---- Extracted entries

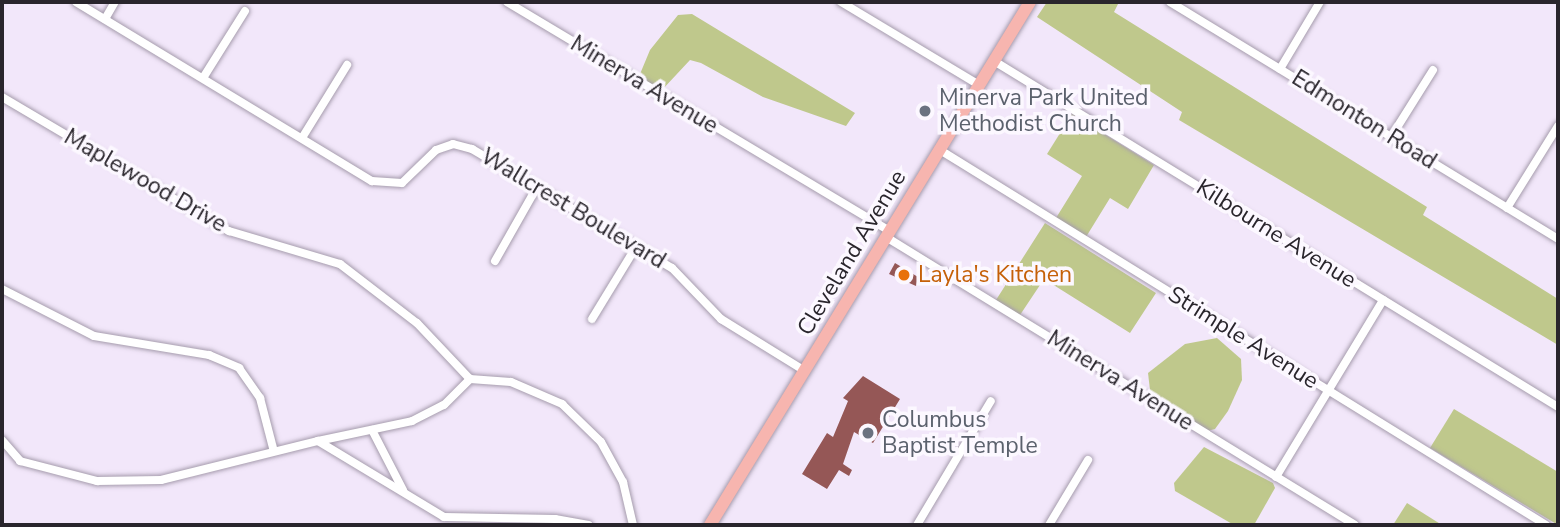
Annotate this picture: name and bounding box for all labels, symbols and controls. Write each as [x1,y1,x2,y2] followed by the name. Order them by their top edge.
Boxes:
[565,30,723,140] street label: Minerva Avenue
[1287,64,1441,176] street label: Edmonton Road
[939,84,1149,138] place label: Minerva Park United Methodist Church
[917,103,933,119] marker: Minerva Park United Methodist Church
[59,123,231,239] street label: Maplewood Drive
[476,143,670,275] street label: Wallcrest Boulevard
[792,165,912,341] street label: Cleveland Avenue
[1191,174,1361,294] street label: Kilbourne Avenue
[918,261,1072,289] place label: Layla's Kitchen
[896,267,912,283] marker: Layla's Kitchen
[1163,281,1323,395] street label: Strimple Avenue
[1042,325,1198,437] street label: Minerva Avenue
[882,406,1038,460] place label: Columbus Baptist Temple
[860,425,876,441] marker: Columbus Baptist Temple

--------
---- Extracted entries

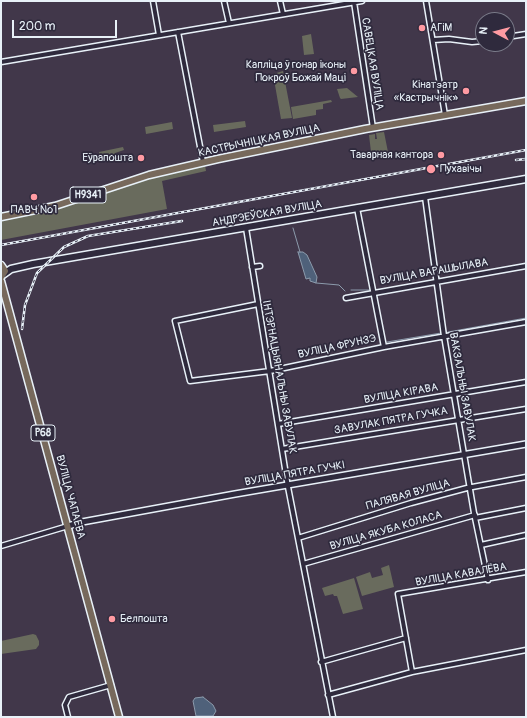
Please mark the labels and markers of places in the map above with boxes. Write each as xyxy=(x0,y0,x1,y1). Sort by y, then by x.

--------

### Your goal
Throughout the material above, find every line holding "each" and copy it.

### Answer to the exercise
Annotate this picture: name and bounding box for all labels, symbols and controls. Write each as [x1,y1,x2,y2] followed by the name. Order them by their top edge.
Please mark the labels and markers of places in the map above with boxes. Write each as xyxy=(x0,y0,x1,y1). Sort by y, then by x.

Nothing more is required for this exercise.